Rompant avec l'esprit d'unité des autres orateurs présents, Ted Cruz a refusé à la tribune de se rallier au candidat, invitant les républicains à voter "selon leur conscience" en novembre. Il s'est fait huer par une partie des délégués, outrés par un tel affront.

Le milliardaire a assuré n'avoir pas été pris au dépourvu et avoir lu le discours du sénateur texan deux heures avant. "Mais je l'ai laissé parler quand même. Pas grave!" a-t-il écrit sur Twitter.

Ses alliés ont pourtant éreinté le Texan, qui prépare peut-être déjà la présidentielle de 2020. "Egoïste", a lâché Chris Christie, ex-candidat aux primaires.

Pas un jour n'a été épargné par les polémiques.

Lundi, des délégués anti-Trump sont montés sur les chaises et se sont époumonés devant les caméras lors d'un vote de procédure.

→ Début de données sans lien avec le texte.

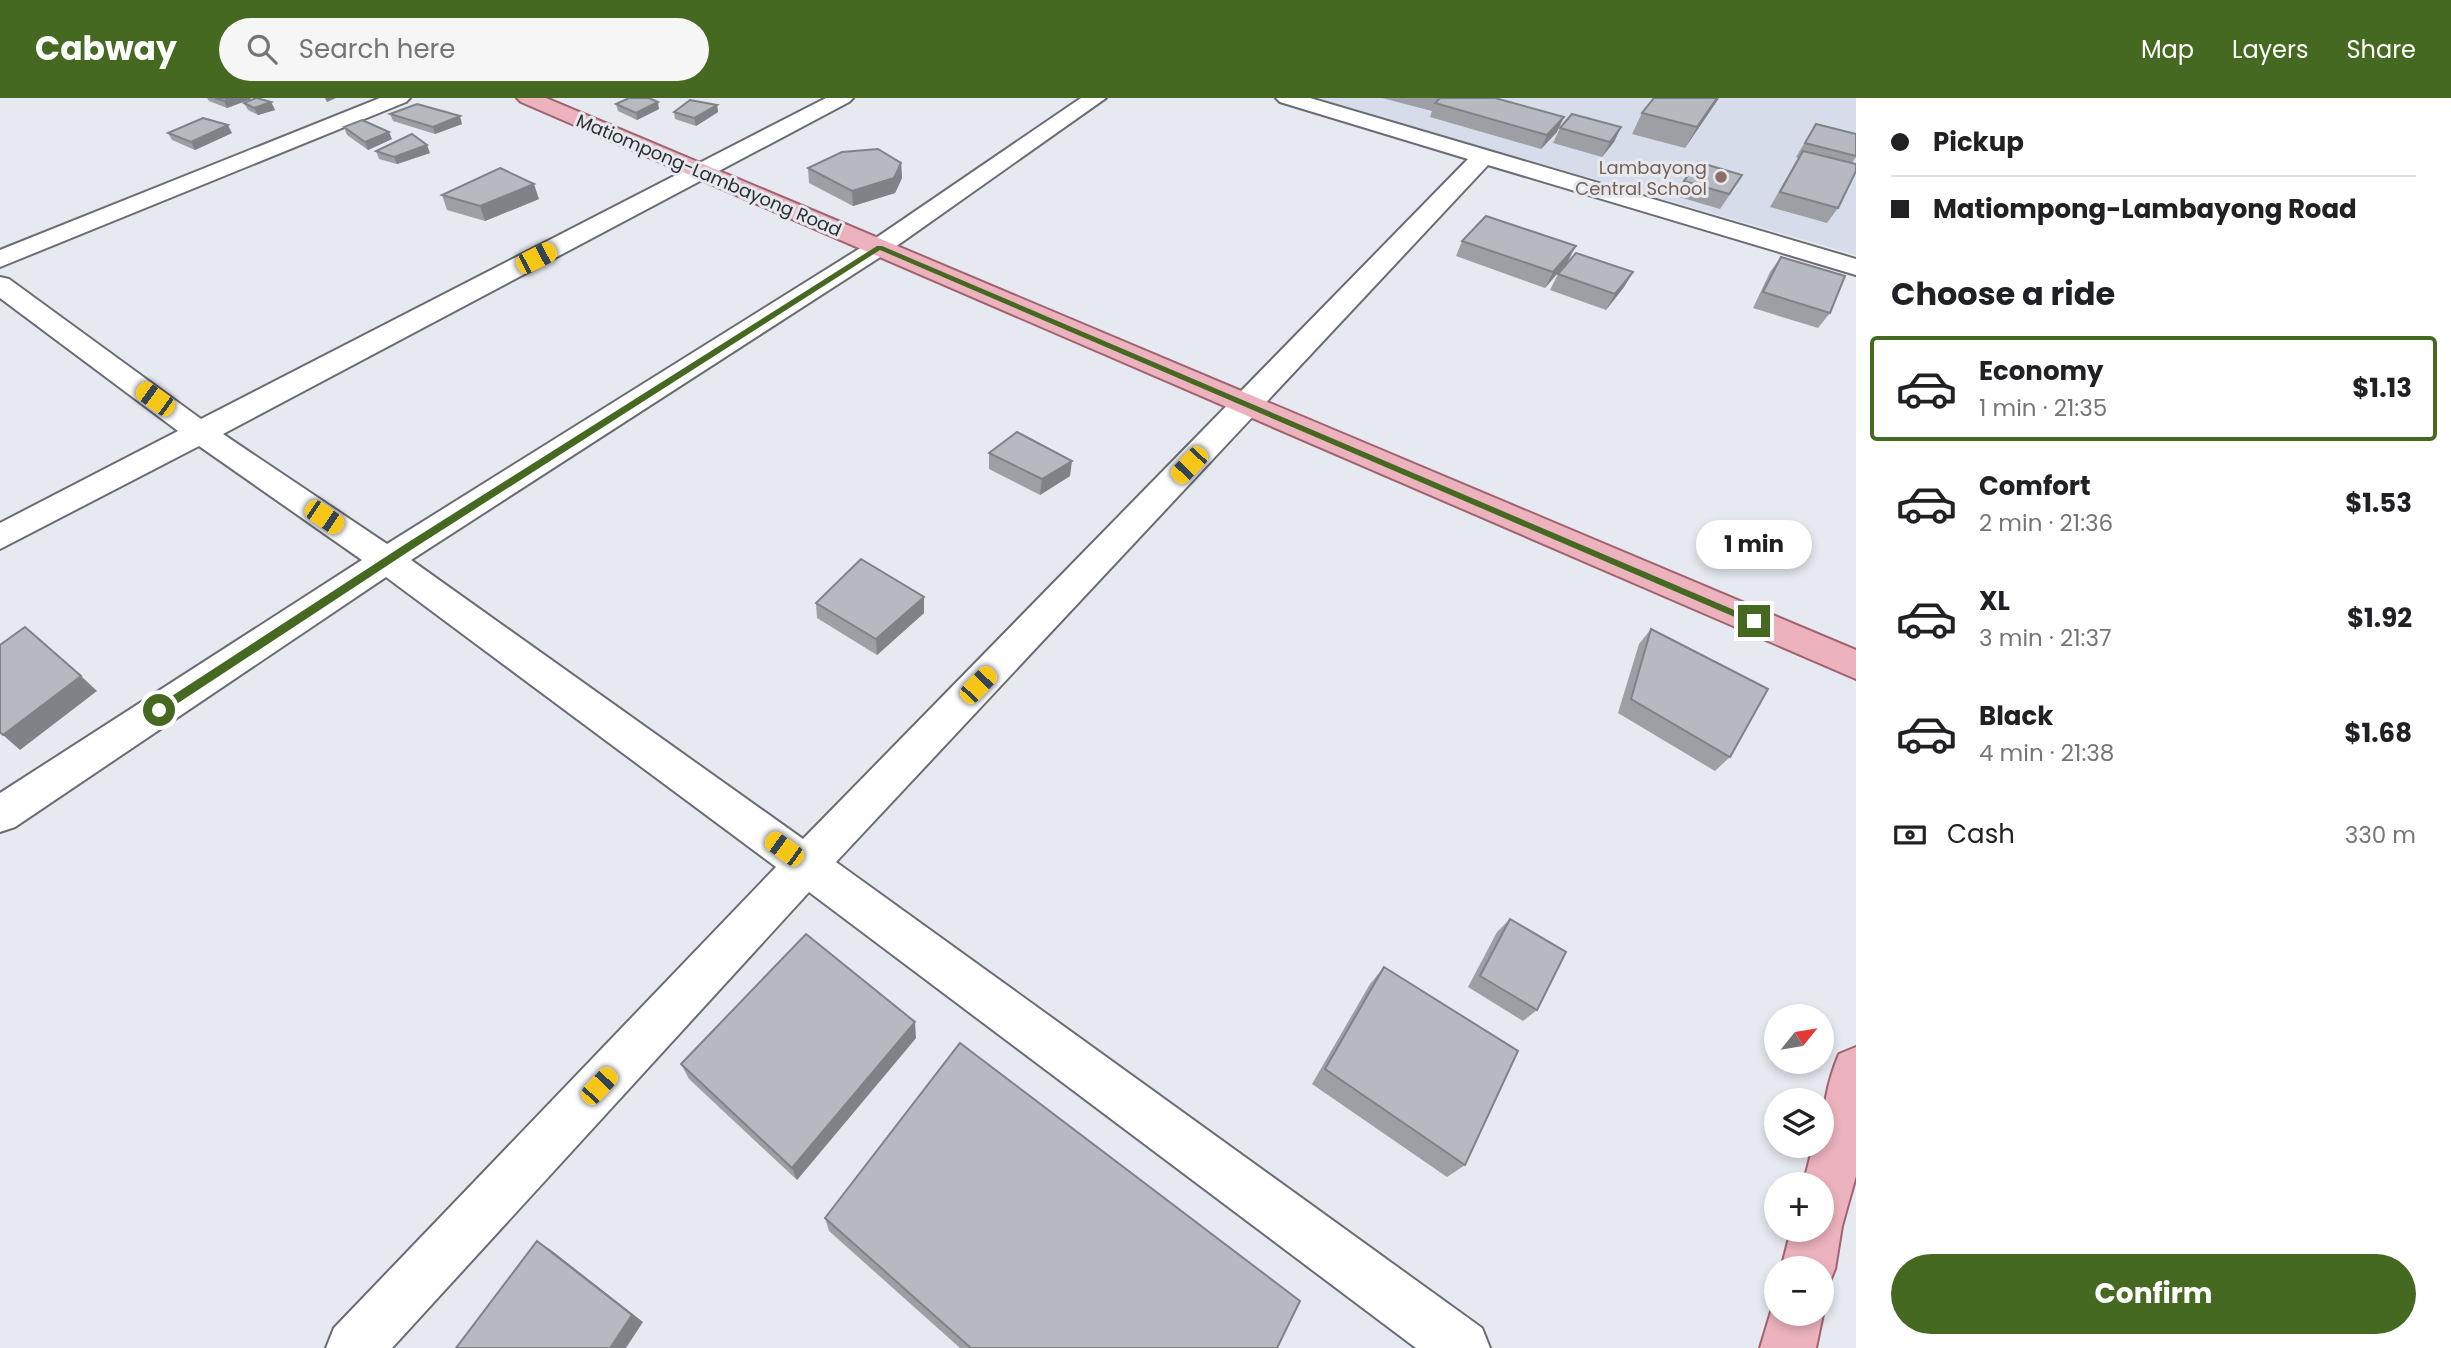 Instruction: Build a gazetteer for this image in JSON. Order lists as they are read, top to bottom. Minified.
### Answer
{"streets":{"main road":["Matiompong-Lambayong Road"]},"places":["Lambayong Central School"],"north":"top right","page":{"header":"Cabway","search":"Search here","nav":["Map","Layers","Share"],"banner":["Pickup","Matiompong-Lambayong Road"],"heading":"Choose a ride","list":[{"name":"Economy","note":"1 min · 21:35","value":"$1.13"},{"name":"Comfort","note":"2 min · 21:36","value":"$1.53"},{"name":"XL","note":"3 min · 21:37","value":"$1.92"},{"name":"Black","note":"4 min · 21:38","value":"$1.68"}],"bubble":"1 min","pay":["Cash","330 m"],"map_buttons":["+","−"],"buttons":"Confirm"}}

La journée de mardi fut dominée par l'affaire du plagiat d'un discours de Michelle Obama par Melania Trump, l'épouse d'origine slovène de l'homme d'affaires. Ce n'est que mercredi, après plus de 24 heures d'explications fluctuantes, que l'équipe Trump a blâmé puis pardonné la collaboratrice ayant participé à la rédaction du texte.

Format traditionnel

Le discours de jeudi donne au candidat républicain une occasion exceptionnelle de changer de braquet. Plus de 20 millions de téléspectateurs ont suivi les premiers jours de la convention.

Donald Trump tentera de réconcilier deux objectifs a priori opposés: rester lui-même, c'est-à-dire excentrique, imprévisible et politiquement incorrect, tout en lisant sur un prompteur un texte solennel et à la hauteur de la fonction suprême.

Tout iconoclaste qu'il est, il n'a d'ailleurs pas renouvelé le format des conventions, auquel il n'a dérogé qu'en faisant de brèves apparitions chaque soir de la semaine.

Même pour les candidats les plus disciplinés, l'exercice est délicat. Mitt Romney, le candidat de 2012, trébucha en oubliant de rendre hommage aux soldats américains, et en permettant à l'acteur Clint Eastwood de se livrer à un monologue décousu en introduction. En 2004, le discours de John McCain fut brièvement interrompu par deux manifestants pacifistes.

"Présenter sa vision"

Que dira Trump? Tentera-t-il une ouverture au centre? Ou voudra-t-il seulement mettre son parti en ordre de marche en répétant ses propositions-phares: le mur à la frontière avec le Mexique, une politique migratoire hostile aux musulmans, et un protectionnisme commercial?

L'heure n'est en tout cas plus à présenter l'homme. Ses enfants se sont déjà succédé pour décrire un père attentif à leur éducation, tenace et à l'éthique de travail irréprochable. Sa fille Ivanka s'exprimera avant lui jeudi.

"Il va présenter sa vision pour la campagne", a dit son directeur de campagne, Paul Manafort.

Les attentats aux Etats-Unis et en Europe, et les tensions raciales entre communauté noire et forces de l'ordre dans le pays ont aussi conduit Donald Trump à endosser les habits de Richard Nixon en 1968, sur le thème du retour à l'ordre.

Mais rien n'indique que Donald Trump devienne audible au-delà de la base traditionnelle du parti républicain, les Blancs, en déclin démographique.

Dans les sondages, la démocrate le domine de façon persistante, avec 44% des intentions de vote contre 41% en moyenne.